Start of RECORD EXTRACTS
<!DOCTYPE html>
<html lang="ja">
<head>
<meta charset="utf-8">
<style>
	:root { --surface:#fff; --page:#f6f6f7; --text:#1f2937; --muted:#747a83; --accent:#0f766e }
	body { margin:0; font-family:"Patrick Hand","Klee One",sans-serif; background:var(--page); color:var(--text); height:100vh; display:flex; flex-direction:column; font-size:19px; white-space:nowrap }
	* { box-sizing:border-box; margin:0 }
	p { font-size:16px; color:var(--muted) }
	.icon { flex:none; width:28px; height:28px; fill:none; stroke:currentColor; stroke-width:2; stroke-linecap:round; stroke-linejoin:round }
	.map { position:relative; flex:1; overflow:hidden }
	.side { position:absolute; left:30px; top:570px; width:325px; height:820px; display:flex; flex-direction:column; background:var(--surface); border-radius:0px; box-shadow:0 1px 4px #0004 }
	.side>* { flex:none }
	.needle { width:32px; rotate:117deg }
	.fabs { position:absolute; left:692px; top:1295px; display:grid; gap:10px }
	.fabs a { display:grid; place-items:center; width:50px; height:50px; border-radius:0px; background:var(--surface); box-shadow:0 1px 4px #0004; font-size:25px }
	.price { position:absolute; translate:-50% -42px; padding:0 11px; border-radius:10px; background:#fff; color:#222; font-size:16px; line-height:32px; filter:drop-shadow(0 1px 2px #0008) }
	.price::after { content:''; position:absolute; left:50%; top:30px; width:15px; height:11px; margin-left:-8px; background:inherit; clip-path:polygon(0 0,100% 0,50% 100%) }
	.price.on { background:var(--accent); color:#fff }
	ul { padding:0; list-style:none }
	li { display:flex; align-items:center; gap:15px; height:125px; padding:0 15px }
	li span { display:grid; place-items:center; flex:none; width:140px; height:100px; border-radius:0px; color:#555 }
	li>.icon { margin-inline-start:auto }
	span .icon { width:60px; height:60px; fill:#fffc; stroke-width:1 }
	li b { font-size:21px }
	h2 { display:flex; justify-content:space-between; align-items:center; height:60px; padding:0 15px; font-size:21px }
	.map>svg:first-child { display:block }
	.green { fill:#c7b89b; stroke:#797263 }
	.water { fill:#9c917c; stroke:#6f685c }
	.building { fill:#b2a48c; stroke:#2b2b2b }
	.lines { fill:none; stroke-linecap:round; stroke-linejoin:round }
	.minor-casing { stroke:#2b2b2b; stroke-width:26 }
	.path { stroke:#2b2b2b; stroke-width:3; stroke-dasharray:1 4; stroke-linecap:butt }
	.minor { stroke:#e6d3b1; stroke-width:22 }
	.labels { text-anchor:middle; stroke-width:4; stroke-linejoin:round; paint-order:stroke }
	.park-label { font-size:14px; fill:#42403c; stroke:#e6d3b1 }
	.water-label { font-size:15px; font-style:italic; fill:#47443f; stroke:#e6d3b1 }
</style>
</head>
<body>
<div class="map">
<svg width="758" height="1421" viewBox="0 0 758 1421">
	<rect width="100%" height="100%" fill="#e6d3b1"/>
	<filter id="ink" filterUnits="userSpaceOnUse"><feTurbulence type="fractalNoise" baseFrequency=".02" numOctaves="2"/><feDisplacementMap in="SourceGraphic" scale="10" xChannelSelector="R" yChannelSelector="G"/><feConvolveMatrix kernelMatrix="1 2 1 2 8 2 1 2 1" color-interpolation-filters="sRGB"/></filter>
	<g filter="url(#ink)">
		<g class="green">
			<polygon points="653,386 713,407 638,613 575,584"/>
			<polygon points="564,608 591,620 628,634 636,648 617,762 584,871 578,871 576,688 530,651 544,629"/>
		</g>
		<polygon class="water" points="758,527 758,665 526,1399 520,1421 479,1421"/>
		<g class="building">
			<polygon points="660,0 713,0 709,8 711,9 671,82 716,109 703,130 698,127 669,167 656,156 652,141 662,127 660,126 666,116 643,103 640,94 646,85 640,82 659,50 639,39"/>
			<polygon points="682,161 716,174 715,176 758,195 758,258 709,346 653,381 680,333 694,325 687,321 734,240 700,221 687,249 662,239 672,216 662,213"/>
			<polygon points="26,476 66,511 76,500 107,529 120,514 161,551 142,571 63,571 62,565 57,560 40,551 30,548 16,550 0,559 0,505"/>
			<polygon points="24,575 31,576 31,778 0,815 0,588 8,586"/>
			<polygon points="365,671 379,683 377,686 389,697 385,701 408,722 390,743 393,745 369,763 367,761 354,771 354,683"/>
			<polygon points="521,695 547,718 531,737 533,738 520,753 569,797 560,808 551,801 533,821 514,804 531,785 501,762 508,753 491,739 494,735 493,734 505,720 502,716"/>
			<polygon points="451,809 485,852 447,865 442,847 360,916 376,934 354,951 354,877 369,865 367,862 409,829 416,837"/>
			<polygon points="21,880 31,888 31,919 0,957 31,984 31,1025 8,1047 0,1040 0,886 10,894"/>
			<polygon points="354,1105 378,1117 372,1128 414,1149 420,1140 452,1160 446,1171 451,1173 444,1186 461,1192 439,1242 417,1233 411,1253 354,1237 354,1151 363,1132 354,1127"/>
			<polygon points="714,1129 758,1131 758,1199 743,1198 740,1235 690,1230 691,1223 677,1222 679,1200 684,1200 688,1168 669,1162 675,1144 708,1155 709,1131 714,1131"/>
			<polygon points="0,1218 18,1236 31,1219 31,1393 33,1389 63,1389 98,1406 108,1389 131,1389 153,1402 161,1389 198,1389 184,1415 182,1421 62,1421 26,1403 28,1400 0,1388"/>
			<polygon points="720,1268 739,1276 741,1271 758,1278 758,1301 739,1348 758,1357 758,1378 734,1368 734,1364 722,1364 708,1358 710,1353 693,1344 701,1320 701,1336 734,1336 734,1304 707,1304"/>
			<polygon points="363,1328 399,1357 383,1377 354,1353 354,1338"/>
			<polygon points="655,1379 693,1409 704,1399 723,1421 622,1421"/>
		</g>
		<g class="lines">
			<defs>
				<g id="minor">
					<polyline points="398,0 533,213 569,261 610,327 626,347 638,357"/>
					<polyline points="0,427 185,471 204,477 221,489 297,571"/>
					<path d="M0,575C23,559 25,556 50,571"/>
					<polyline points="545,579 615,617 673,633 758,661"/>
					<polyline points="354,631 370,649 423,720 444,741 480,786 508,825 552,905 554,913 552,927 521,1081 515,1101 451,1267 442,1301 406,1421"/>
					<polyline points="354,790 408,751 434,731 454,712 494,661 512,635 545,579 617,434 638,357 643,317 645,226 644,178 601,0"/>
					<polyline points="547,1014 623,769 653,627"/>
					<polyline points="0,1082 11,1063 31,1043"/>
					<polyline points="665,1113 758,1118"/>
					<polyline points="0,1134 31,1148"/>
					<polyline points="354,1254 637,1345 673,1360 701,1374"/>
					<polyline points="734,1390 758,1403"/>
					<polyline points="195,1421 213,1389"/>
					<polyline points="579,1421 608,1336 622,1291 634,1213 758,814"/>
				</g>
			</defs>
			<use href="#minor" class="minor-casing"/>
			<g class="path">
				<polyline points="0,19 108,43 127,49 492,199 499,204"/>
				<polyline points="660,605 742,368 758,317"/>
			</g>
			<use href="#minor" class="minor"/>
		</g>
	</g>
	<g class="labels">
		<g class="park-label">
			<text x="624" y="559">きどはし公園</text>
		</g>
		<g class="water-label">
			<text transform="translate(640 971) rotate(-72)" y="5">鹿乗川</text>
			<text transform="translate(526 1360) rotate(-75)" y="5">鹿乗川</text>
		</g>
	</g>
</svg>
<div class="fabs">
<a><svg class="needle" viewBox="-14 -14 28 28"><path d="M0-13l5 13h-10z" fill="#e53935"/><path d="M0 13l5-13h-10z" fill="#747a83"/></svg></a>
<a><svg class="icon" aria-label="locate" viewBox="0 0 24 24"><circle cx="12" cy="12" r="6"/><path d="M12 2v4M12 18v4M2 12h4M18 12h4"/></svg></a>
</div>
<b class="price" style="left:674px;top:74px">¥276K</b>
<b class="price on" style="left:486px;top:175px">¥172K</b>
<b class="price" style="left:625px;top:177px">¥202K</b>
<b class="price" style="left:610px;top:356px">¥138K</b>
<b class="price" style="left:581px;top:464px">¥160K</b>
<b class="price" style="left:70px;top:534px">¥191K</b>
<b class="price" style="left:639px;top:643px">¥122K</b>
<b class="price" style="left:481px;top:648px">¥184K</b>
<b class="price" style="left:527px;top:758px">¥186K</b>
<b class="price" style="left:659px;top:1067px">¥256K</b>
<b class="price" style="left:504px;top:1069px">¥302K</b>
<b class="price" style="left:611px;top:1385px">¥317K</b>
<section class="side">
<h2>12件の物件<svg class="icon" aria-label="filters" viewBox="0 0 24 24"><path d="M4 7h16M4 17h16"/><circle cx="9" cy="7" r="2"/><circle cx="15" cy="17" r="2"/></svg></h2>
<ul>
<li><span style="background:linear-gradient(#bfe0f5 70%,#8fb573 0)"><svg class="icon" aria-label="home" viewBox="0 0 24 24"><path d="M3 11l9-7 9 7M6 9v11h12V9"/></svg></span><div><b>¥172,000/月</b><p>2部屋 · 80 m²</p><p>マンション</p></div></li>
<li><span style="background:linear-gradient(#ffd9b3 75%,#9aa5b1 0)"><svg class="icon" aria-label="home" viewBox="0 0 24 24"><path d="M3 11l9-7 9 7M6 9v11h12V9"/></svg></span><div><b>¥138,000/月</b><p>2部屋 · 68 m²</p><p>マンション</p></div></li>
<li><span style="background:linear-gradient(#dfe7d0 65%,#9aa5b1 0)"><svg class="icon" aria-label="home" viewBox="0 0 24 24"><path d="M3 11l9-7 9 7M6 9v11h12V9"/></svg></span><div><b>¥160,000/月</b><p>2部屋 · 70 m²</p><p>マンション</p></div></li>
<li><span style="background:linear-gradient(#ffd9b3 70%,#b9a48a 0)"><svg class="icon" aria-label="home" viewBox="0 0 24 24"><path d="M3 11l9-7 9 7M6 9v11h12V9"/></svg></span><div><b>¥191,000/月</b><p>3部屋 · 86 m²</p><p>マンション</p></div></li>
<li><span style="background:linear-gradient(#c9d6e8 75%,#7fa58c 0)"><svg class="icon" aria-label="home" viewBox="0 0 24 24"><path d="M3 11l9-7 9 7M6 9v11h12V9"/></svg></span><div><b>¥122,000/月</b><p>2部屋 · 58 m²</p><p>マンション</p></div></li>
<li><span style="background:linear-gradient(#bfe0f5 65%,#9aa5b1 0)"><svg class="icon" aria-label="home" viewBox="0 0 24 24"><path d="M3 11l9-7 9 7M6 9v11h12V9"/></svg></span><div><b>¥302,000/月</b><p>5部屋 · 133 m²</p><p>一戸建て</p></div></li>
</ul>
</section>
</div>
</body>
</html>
End of RECORD EXTRACTS
WHAT TO DO: If a line above holds the string "shadow", copy it out.

EXERCISE RESPONSE:
	.side { position:absolute; left:30px; top:570px; width:325px; height:820px; display:flex; flex-direction:column; background:var(--surface); border-radius:0px; box-shadow:0 1px 4px #0004 }
	.fabs a { display:grid; place-items:center; width:50px; height:50px; border-radius:0px; background:var(--surface); box-shadow:0 1px 4px #0004; font-size:25px }
	.price { position:absolute; translate:-50% -42px; padding:0 11px; border-radius:10px; background:#fff; color:#222; font-size:16px; line-height:32px; filter:drop-shadow(0 1px 2px #0008) }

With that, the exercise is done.